The Theatreguide.London Review
In The Willows
Palladium Summer 2017
Though big and flashy, this is at core an artistically modest little family entertainment that might satisfy undemanding parents looking for somewhere to park the kids for a couple of hours. I'd rank it a few steps above a mediocre family movie, a few steps below an average Panto.
Julian Fellowes has adapted Kenneth Craham's talking-animals book to make room for songs by George Stiles and Anthony Drewe. Like the book, it opens with the pastoral scenes of Rat and Mole enjoying a spring day on the river.
But the plot is soon taken over by the rich and self-indulgent Toad, whose passion for adventure eventually leads him to steal a car and end up in jail. Breaking him out and getting him back to reclaim his mansion from the nasty weasels squatting there takes up the second half of the book and the show.

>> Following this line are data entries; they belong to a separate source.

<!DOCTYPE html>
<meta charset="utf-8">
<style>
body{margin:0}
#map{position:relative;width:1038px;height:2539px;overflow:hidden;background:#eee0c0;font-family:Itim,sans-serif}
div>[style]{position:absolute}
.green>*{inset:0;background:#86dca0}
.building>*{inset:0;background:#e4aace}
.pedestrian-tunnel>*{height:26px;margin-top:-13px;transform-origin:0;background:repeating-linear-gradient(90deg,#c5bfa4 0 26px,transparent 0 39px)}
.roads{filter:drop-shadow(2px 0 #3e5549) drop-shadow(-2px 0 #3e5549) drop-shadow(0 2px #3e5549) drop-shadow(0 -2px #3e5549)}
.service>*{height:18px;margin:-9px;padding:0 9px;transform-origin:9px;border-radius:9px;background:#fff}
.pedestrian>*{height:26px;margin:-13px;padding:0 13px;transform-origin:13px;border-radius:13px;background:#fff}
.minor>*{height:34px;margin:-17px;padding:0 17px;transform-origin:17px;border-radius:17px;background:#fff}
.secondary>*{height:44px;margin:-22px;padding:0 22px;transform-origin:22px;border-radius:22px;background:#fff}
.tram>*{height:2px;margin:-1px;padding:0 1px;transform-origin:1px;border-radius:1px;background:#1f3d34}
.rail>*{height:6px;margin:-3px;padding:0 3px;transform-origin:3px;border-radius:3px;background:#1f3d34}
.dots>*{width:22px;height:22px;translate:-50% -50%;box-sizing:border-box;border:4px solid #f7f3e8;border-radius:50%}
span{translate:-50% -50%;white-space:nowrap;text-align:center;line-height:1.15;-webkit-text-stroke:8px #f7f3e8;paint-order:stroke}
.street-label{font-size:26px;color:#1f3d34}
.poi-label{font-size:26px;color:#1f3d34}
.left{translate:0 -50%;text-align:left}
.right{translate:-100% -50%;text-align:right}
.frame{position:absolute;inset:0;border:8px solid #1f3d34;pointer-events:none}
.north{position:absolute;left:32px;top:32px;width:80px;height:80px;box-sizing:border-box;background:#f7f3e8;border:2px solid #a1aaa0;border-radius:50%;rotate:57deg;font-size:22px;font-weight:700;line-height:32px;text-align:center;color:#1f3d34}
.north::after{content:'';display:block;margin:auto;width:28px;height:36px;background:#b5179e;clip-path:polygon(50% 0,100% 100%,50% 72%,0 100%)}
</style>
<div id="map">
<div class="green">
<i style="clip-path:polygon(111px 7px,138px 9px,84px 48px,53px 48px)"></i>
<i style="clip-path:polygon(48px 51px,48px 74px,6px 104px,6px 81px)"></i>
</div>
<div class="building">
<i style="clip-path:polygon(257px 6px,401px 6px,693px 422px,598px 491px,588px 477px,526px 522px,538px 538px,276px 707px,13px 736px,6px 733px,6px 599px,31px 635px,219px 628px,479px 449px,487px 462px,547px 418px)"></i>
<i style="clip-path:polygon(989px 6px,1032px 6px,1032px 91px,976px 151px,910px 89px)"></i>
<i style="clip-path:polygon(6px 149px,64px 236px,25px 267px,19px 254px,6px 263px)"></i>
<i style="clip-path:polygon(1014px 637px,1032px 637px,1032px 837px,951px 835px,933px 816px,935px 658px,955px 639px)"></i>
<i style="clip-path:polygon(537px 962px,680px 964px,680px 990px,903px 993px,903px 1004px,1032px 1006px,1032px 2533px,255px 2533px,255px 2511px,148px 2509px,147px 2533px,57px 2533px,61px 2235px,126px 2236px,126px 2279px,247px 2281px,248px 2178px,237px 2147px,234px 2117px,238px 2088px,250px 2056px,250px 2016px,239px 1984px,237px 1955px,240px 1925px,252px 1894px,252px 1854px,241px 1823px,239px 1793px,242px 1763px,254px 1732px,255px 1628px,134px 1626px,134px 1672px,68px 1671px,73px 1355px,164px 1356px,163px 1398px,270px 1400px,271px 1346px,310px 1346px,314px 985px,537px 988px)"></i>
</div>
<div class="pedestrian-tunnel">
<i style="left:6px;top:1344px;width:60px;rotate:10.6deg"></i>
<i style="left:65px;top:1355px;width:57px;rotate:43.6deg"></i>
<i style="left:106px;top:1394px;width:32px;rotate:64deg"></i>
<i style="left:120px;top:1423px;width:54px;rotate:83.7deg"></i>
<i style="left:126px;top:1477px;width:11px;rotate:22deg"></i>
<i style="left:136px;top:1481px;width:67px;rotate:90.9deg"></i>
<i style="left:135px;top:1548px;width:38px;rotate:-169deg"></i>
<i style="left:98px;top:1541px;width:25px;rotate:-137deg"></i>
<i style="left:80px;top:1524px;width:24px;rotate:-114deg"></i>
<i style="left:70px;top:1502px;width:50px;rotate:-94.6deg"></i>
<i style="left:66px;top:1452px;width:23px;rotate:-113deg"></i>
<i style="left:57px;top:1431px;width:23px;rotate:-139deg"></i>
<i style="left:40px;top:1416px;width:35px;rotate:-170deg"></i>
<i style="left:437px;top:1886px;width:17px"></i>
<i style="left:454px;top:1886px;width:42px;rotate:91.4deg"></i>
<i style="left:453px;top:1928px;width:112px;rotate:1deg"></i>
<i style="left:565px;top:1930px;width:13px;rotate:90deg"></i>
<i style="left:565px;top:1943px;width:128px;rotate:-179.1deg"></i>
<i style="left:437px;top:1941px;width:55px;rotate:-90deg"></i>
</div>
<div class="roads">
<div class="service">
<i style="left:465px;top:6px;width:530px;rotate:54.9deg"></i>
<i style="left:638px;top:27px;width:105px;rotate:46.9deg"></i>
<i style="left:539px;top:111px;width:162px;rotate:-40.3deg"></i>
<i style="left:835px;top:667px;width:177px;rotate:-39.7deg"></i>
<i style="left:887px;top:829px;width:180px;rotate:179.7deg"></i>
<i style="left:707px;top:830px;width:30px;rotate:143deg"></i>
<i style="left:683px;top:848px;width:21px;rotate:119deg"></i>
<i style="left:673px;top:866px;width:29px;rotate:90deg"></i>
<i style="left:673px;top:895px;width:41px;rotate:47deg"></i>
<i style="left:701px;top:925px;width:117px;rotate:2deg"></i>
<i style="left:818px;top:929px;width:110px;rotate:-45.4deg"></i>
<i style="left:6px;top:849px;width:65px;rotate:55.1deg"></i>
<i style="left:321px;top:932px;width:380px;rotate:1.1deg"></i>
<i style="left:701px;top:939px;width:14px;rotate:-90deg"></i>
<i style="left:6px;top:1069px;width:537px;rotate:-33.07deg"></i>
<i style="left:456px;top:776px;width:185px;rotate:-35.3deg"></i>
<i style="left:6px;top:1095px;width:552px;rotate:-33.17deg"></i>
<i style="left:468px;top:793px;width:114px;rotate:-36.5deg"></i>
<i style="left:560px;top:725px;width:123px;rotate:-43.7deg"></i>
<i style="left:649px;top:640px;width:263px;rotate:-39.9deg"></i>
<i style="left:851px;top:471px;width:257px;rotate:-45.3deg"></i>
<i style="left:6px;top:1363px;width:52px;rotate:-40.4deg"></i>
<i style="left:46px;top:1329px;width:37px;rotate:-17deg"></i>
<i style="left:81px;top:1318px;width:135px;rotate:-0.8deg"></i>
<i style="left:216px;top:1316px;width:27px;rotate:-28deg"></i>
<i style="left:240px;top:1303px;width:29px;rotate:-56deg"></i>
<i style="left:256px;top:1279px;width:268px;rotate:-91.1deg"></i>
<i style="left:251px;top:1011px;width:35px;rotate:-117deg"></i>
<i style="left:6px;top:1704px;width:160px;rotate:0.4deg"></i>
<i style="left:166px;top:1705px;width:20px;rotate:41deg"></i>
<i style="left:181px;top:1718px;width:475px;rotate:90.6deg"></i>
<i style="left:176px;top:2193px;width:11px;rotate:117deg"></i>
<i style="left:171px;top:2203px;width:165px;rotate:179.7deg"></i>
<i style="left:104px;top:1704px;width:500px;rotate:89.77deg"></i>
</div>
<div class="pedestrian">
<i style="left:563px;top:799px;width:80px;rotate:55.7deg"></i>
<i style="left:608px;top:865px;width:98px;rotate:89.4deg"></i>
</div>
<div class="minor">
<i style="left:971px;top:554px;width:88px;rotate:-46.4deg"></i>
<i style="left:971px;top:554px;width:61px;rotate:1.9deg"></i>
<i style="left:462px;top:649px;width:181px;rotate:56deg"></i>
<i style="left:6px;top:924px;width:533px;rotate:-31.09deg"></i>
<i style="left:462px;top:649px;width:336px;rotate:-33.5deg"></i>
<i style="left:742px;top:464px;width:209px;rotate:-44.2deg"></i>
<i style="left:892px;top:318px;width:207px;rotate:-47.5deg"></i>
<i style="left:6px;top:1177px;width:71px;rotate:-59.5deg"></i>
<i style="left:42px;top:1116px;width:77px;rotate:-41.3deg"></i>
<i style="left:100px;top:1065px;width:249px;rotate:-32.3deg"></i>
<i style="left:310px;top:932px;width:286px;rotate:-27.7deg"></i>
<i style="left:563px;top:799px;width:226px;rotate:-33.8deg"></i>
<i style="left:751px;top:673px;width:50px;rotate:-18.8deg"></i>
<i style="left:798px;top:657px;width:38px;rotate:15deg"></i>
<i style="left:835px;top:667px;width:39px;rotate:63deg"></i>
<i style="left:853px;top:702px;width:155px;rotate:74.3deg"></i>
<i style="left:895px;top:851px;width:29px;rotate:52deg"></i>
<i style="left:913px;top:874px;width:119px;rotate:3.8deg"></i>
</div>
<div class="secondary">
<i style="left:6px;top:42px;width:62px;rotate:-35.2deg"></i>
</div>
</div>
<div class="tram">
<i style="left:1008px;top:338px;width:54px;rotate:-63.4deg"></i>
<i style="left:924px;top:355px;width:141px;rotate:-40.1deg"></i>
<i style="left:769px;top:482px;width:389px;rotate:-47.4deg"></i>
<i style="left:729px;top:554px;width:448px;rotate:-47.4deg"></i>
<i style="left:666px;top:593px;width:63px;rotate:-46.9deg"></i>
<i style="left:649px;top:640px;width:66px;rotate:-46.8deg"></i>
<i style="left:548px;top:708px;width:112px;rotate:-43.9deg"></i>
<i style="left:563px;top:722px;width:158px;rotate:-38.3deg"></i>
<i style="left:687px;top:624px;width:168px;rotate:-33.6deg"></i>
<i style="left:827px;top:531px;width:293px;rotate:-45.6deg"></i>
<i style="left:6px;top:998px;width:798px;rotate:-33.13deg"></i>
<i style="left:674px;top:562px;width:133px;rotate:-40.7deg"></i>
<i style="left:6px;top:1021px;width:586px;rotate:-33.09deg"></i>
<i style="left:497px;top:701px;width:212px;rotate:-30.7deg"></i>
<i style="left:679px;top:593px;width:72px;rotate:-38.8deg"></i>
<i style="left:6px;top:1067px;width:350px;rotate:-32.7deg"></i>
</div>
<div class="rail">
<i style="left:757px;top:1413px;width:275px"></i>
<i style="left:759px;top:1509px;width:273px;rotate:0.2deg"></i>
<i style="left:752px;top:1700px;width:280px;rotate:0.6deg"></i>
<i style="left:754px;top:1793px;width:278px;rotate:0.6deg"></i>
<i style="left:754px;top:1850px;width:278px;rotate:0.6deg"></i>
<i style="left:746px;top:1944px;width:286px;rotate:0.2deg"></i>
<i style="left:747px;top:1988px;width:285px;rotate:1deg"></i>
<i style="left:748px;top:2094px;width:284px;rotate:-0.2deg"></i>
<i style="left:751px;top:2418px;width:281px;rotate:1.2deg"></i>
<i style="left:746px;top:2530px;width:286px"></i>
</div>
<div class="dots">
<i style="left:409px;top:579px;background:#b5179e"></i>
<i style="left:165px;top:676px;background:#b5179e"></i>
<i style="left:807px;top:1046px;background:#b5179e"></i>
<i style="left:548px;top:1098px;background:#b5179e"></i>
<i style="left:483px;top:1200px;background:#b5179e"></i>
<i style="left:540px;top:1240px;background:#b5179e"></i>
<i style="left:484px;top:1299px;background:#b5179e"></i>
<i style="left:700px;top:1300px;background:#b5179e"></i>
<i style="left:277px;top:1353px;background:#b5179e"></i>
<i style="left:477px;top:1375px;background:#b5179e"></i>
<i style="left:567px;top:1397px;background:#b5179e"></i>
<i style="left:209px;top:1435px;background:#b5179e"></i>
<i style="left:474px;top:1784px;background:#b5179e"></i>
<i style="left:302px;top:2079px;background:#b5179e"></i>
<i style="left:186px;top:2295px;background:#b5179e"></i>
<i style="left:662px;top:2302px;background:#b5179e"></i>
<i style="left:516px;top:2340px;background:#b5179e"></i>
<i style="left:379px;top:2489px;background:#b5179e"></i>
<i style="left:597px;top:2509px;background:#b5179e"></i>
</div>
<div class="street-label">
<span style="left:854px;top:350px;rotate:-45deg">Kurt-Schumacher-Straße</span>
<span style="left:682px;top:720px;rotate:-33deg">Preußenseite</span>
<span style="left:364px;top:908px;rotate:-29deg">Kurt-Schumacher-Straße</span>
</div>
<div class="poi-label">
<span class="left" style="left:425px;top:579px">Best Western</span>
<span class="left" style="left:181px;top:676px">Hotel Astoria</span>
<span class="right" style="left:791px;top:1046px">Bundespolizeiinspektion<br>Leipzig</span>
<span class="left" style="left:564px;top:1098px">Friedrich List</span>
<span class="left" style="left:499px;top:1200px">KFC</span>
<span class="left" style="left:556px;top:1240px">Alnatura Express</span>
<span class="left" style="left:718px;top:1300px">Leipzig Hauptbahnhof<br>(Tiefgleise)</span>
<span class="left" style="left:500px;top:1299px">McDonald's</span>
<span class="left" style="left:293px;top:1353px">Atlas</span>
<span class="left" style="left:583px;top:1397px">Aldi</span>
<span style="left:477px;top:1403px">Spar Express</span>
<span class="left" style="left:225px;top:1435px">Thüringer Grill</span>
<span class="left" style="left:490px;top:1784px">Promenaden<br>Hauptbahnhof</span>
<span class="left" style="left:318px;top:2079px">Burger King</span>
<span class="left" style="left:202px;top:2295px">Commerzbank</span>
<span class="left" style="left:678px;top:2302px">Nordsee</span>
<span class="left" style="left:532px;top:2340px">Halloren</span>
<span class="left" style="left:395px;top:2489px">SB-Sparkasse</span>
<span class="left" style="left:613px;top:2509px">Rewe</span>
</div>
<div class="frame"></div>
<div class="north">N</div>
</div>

I've always found Toad more annoying than lovable, and neither author, adaptor, director Rachel Kavanaugh nor actor Rufus Hound do much to make us want to follow and root for him, especially when the far more attractive Mole and Rat are pushed so thoroughly aside. (In this version a fourth major character, the schoolmaster-ish Badger, is peripheralised to the point of hardly registering.)
With Mole and Rat all-but-dropped just as we were beginning to enjoy their company and with Toad thrust upon us with little opportunity to get to like him, and with the Stiles-Drewe songs no more than serviceable and the staging not particularly exciting visually, the first act of this production drags.

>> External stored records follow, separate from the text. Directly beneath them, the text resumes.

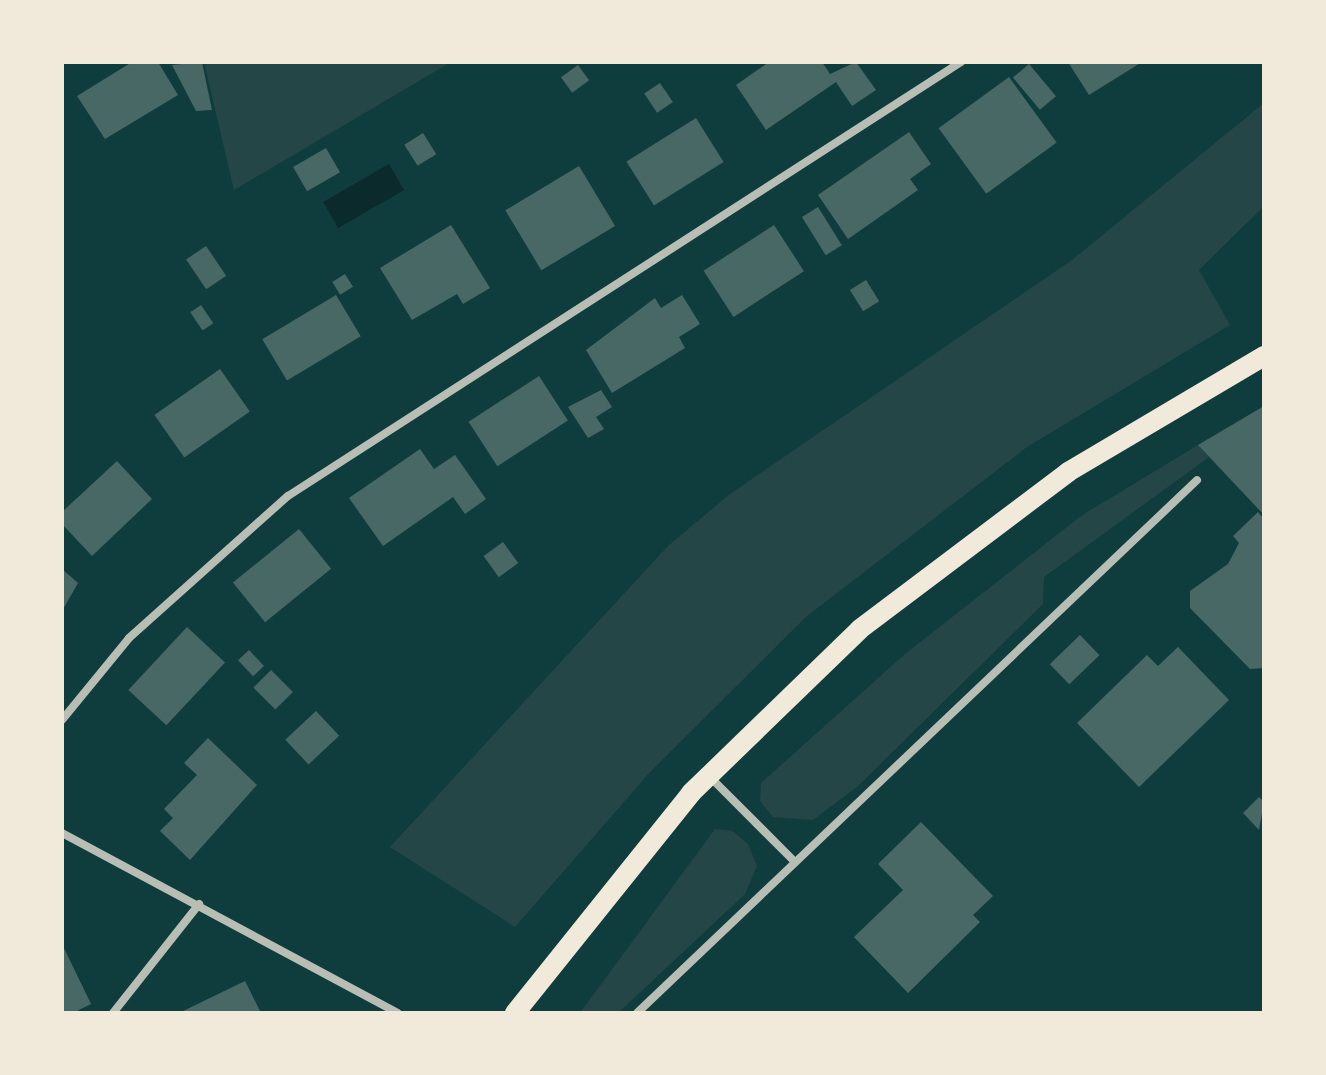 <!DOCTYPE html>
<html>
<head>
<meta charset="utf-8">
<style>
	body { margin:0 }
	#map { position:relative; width:1326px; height:1075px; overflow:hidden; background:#0f3d3e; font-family:"Public Sans",sans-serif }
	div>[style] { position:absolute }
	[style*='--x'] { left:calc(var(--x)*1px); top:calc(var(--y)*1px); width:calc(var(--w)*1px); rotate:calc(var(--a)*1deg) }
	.green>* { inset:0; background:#244646 }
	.water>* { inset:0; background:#0a2a2b; transform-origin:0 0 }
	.building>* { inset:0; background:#486865; transform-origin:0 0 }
	.minor>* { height:8px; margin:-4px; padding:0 4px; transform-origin:4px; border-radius:4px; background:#b8beb3 }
	.primary>* { height:20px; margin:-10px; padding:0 10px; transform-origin:10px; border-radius:10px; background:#f1e9da }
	span { translate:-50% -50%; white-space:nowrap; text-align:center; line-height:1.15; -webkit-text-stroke:7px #f1e9da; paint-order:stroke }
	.frame { position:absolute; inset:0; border:64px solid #f1e9da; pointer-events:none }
</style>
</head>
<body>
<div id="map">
	<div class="green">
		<div style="clip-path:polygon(204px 62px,451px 62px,234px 190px)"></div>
		<div style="clip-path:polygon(1264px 103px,1264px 206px,1199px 270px,1230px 325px,1027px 447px,807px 616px,650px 772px,515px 927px,390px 847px,668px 546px,730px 494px,1072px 260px)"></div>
		<div style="clip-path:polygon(1198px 445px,1209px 457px,1044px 577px,1043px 604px,857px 787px,813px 820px,773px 817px,760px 801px,761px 783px,905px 654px,1081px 516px)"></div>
		<div style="clip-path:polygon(715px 829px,733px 831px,748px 844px,757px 866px,745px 894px,618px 1013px,580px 1013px)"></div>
	</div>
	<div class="water">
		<div style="left:389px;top:164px;width:30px;height:76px;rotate:60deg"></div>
	</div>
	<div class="building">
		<div style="clip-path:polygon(132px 62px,158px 62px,178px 95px,105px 139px,77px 96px)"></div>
		<div style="clip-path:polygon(202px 62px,212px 110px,196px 111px,172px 65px)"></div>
		<div style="clip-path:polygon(769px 62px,822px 62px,830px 74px,856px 62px,876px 90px,852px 106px,836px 82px,766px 130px,736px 85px)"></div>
		<div style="clip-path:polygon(1068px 62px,1142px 62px,1089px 95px)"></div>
		<div style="left:1029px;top:64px;width:42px;height:21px;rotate:50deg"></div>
		<div style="left:578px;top:65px;width:19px;height:21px;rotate:54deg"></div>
		<div style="left:1009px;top:77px;width:81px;height:87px;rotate:54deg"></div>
		<div style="left:660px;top:83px;width:23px;height:19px;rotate:56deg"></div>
		<div style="left:696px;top:118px;width:52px;height:82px;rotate:58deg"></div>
		<div style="clip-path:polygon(909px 132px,931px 164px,910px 179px,918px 190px,848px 239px,818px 195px)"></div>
		<div style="left:423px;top:133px;width:25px;height:22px;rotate:58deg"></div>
		<div style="left:326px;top:148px;width:28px;height:38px;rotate:60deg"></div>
		<div style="left:579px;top:166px;width:70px;height:86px;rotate:59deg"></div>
		<div style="left:818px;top:207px;width:45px;height:19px;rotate:58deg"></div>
		<div style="clip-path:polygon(451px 225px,490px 288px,463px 304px,457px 294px,412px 320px,380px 268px)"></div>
		<div style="left:774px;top:225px;width:55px;height:84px;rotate:57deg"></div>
		<div style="left:206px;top:246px;width:36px;height:24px;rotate:56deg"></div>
		<div style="left:345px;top:274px;width:15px;height:15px;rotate:58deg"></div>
		<div style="left:866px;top:280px;width:25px;height:19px;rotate:58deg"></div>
		<div style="left:336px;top:295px;width:48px;height:86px;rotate:59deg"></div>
		<div style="clip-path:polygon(682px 295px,700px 324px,679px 337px,685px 348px,612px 393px,586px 350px,655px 298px,661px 308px)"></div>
		<div style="left:201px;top:305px;width:22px;height:13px;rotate:56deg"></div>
		<div style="left:220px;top:369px;width:52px;height:80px;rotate:55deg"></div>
		<div style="left:539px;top:376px;width:53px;height:84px;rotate:57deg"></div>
		<div style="clip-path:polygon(601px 390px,612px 407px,596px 417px,604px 429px,588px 438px,568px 407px)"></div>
		<div style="clip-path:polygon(1264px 406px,1264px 515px,1198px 445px)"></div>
		<div style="clip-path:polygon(420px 449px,434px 469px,455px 455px,486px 499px,465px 514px,453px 497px,383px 546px,349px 498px)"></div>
		<div style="clip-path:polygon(117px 461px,152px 499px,92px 556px,62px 524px,62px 512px)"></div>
		<div style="clip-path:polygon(1258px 512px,1264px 519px,1264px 668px,1250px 669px,1190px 608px,1190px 591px,1228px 564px,1239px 543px,1233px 536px)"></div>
		<div style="left:299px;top:529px;width:51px;height:85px;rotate:51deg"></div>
		<div style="left:503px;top:542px;width:26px;height:24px;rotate:54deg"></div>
		<div style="clip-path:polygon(62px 569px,78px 583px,62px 611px)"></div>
		<div style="left:187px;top:627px;width:52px;height:86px;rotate:43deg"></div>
		<div style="left:1080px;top:635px;width:28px;height:42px;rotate:46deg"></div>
		<div style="clip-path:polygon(1178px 647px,1229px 700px,1139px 787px,1077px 723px,1147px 655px,1158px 666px)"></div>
		<div style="left:249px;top:650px;width:22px;height:15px;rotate:47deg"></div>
		<div style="left:271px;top:670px;width:31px;height:25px;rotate:45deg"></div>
		<div style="left:316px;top:711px;width:34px;height:42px;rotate:47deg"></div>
		<div style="clip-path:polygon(208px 738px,257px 785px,190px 860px,160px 831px,173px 818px,164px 809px,197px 775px,184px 763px)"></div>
		<div style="clip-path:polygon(1259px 797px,1264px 802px,1259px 830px,1243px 813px)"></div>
		<div style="clip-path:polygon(921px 822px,993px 896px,973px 915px,980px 922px,908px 993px,854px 937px,903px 890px,878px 864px)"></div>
		<div style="clip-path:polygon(62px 944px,91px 1004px,73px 1013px,62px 1013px)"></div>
		<div style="clip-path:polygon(245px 981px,261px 1013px,179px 1013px)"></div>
	</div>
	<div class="minor">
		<div style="--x:62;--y:720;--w:106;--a:-50.7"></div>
		<div style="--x:129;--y:638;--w:213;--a:-41.8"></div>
		<div style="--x:288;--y:496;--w:801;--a:-32.82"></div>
		<div style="--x:708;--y:775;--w:123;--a:45"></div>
		<div style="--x:62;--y:833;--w:381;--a:28.2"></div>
		<div style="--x:113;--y:1013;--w:139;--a:-51.7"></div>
		<div style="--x:637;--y:1013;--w:773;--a:-43.58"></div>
	</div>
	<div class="primary">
		<div style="--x:515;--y:1013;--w:282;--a:-51.3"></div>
		<div style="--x:691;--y:793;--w:235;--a:-44.1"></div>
		<div style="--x:860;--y:629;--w:261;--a:-37"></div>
		<div style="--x:1068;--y:472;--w:228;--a:-30.6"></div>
	</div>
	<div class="frame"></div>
</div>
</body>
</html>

Things perk up a bit after the interval. The weasels get a good song and dance celebrating their nastiness, the scene of Toad dressing as a washerwoman to escape jail has some good farcical energy, and the best song in the score expresses Mole's delight in returning to his modest little home after all his adventures.
There are also some fun bits around the edges – a family of hedgehogs afraid to cross the road, a tap-dancing cart horse, and some Christmas carolling fieldmice.
Rufus Hound plays Toad as a blustery egotist, which I think is a mistake, because it is the kind of characterisation audiences are primed to root against rather than for.
The emotional core of the show lies with Simon Lipkin's amiable Rat and especially Craig Mather's boyishly enthusiastic Mole, and despite all the hubbub of the Toad plot the show loses energy whenever those two are not around.
Little kids might enjoy this just for the talking animals and the comic bits, but I suspect that once they get into double-digit ages they'll find it all too tame, while parents will miss the over-the-kids'-heads humour of Pantos.
If the family has already been to Matilda and Annie and Lion King and Aladdin, and if there are no decent Disney movies this summer, The Wind In The Willows might do.